This paper presents a set of thirteenth-century Tibetan texts that prescribe the consumption of human by-products, such as flesh, excrement or urine, and consider several discursive contexts in which these prescriptions may be understood. I argue that Tibetan tantric prescriptions to consume human by-products are in an important way “medical” in their language, and that this is particularly clear if we recognize that in Tibetan (and South Asian) contexts, “medicine” involves not only the healing of illness, but also the enhancing of health, vitality and power. I suggest that the thirteenth-century flourishing of nectar-oriented writings in both medical and religious circles shaped each of these traditions in important ways, and that this period configured Tibetan nectar practices in ways that are markedly distinct from their manifestations in Indian Tantra.

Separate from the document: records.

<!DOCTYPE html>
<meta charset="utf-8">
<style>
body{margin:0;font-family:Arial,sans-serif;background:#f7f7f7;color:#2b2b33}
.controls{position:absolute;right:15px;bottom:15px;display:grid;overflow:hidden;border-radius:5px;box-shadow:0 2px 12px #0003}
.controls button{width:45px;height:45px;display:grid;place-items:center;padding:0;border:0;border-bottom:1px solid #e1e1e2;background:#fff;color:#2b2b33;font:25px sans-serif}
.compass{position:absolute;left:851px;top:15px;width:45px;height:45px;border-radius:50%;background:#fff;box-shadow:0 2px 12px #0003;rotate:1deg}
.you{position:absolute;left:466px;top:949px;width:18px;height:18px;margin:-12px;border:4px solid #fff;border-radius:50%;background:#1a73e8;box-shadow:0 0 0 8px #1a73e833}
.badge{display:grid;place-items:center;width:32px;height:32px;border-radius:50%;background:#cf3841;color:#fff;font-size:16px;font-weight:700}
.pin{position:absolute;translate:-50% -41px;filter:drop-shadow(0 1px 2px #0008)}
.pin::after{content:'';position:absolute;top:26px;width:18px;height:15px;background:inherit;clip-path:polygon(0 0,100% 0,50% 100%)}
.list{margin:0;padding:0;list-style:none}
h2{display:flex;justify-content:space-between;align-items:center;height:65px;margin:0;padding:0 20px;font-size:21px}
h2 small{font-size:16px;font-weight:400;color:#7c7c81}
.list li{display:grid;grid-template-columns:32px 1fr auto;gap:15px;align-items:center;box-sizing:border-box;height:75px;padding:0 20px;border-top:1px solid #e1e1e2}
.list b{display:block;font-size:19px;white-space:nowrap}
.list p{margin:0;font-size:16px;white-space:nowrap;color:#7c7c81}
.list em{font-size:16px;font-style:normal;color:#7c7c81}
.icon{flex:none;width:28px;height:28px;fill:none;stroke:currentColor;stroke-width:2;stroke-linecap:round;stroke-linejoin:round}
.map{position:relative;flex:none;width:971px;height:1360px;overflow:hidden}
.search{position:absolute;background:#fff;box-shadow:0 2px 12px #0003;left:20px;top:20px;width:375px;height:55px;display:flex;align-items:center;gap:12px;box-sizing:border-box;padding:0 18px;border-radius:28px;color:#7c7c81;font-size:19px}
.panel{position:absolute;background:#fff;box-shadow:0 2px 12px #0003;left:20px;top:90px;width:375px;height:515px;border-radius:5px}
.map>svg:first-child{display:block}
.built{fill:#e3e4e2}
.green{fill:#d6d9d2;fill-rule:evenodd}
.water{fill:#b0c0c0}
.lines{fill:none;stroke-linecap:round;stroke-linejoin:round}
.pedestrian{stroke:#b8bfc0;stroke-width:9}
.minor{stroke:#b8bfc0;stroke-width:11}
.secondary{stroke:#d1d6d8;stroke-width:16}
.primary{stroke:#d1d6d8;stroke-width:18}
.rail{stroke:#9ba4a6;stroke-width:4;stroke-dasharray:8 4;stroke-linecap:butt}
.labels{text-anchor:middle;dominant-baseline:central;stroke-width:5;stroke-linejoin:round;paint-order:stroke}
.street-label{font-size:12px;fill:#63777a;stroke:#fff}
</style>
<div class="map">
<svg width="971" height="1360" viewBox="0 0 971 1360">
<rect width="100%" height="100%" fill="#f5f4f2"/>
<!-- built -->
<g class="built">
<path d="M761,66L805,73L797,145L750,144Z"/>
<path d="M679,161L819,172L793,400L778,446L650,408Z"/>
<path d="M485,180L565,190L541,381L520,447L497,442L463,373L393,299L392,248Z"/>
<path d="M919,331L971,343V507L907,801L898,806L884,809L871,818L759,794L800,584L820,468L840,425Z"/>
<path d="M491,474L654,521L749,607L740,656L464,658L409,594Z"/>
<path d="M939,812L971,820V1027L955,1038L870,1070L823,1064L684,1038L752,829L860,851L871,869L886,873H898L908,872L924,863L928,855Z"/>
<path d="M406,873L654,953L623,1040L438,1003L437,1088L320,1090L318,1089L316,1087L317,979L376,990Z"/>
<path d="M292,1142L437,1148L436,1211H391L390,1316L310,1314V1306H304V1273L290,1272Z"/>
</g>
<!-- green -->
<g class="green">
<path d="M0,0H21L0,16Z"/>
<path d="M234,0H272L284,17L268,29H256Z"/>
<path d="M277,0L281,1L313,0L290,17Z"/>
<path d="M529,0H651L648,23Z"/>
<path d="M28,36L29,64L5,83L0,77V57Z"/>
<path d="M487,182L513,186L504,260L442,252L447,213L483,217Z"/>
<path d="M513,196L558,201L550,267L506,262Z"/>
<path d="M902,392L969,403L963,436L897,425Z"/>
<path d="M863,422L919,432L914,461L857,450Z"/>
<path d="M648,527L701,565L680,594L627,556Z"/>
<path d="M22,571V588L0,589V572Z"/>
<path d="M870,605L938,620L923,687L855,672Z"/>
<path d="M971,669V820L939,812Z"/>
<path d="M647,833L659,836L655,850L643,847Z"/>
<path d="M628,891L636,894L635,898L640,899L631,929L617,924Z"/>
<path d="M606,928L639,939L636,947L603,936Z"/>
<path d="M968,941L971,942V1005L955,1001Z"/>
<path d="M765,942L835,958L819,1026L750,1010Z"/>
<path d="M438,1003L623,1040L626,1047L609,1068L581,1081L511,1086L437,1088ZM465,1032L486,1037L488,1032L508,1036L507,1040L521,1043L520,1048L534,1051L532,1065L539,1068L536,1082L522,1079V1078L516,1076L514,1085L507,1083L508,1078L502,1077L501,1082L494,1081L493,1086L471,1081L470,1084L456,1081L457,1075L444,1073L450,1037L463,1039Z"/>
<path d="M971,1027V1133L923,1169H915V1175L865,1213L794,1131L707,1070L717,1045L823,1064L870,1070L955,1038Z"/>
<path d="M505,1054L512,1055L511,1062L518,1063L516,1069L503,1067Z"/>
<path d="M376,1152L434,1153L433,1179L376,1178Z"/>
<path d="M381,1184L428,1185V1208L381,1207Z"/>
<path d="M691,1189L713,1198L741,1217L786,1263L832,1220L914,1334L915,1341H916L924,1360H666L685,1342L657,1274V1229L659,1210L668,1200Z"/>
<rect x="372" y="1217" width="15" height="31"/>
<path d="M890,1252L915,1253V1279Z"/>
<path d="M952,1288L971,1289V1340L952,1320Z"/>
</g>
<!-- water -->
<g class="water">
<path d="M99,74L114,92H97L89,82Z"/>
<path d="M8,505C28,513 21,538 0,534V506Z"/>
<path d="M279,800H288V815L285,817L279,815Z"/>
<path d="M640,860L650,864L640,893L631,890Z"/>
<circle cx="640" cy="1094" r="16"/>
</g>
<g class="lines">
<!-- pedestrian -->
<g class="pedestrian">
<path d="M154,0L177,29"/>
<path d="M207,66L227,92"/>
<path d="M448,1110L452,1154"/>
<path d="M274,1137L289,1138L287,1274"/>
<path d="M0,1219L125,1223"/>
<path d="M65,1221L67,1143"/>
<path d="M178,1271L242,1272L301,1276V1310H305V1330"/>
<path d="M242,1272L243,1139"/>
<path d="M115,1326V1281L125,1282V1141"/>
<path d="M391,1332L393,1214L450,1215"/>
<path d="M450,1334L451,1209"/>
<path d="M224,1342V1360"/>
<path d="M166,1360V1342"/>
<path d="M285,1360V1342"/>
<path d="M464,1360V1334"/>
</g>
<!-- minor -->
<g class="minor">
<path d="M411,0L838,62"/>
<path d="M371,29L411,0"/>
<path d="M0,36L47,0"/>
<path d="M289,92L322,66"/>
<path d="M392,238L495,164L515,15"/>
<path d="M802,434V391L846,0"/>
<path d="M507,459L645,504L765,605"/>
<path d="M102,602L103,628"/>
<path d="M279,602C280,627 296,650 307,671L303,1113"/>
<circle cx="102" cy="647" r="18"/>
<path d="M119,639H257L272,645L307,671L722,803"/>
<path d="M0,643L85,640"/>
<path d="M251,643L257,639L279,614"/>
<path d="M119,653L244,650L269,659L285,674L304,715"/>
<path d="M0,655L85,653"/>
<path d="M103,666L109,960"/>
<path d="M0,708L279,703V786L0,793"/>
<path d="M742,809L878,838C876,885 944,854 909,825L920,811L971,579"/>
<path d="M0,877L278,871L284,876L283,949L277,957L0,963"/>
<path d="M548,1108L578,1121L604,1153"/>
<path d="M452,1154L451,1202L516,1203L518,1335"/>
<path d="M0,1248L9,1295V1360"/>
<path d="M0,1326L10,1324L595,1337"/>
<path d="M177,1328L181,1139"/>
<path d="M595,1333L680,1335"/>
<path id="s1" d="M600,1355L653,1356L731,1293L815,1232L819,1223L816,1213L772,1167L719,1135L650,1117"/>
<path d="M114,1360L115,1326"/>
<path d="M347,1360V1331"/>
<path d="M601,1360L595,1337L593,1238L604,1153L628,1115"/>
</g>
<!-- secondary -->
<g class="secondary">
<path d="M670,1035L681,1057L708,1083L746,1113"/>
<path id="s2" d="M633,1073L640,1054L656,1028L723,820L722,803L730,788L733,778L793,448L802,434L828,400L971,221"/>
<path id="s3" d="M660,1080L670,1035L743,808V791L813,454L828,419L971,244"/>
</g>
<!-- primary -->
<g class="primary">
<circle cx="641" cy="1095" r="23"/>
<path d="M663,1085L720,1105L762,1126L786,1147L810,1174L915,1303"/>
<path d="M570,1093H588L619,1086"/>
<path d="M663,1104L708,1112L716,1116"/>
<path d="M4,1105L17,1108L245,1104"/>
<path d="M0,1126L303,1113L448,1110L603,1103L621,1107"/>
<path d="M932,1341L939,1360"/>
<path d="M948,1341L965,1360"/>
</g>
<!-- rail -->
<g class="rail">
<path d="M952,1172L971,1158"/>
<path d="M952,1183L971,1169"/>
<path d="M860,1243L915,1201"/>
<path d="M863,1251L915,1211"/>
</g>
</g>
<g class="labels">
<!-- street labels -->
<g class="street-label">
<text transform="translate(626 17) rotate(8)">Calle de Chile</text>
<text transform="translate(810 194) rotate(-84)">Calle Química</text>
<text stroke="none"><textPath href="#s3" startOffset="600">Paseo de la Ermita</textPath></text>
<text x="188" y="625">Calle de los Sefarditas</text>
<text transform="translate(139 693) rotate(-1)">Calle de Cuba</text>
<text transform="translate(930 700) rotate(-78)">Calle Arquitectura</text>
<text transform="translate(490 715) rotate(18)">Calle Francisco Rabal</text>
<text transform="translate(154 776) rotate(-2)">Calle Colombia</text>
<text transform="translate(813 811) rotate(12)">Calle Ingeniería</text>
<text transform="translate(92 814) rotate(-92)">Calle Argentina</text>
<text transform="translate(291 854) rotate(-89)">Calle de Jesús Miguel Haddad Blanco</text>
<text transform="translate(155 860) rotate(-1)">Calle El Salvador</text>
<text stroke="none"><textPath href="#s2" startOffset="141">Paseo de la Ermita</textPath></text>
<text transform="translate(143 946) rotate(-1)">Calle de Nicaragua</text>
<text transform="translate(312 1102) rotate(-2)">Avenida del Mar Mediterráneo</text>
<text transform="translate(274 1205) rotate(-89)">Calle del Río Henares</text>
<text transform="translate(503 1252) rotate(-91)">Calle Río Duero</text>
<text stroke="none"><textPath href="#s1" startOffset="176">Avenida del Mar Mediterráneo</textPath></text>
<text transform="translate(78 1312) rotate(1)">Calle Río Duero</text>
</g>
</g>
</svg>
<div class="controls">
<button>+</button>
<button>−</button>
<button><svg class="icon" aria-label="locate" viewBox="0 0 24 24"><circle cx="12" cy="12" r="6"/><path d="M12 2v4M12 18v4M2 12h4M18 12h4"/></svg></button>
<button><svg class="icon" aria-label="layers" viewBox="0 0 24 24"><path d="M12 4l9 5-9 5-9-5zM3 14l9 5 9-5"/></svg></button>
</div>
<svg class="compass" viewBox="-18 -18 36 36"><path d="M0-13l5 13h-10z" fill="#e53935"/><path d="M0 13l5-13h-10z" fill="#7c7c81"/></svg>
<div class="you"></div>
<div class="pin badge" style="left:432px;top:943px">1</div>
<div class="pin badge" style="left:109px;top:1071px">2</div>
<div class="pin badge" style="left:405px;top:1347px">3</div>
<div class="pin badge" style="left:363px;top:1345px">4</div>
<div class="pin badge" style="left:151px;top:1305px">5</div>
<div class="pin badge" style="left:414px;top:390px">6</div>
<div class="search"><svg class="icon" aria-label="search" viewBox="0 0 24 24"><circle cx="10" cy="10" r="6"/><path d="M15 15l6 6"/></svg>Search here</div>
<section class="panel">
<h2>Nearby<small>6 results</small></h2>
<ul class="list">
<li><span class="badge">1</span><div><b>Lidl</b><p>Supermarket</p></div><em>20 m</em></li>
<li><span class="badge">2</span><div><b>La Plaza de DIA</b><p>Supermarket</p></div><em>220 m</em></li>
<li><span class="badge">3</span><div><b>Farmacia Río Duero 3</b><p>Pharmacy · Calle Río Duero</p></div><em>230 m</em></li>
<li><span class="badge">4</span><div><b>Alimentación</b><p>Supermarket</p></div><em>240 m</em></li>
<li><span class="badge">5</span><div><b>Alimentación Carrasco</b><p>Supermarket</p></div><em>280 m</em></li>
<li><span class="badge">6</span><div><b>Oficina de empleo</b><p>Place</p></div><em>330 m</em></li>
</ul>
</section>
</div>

The paper begins with discussion of a constellation of Buddhist texts on Accomplishing Medicine (sman sgrub), a practice at the core of the early Nectar Tantras corpus (Bdud rtsi yon tan rgyud), and then consider the thirteenth-century codification of nectar practice in the Nyingma (Rnying ma) tradition, which occurred simultaneous with the development of the tradition of the Four Medical Tantras (Rgyud bzhi) (which became the dominant medical work of Central Tibet not long afterwards). I then examine several narrative, ritual and cultural contexts in which we may find the language of consuming human by-products to be significant, moving beyond the realm of the Highest Yoga Tantra sādhana practices in which they are typically contextualized, to consider their role in the intertwined languages of offering and generosity, eating and digestion, and alchemy and incorporation. My interest primarily is in the fact that these substances, whatever they may be, are to be eaten; and to be more specific, I am curious about the use of the language of consumption, a discourse which I will call gastronomic.
2010. Tapping the Body’s Nectar: Gastronomy and Incorporation in Tibetan Literature. History of Religions 49 (3): 300-326.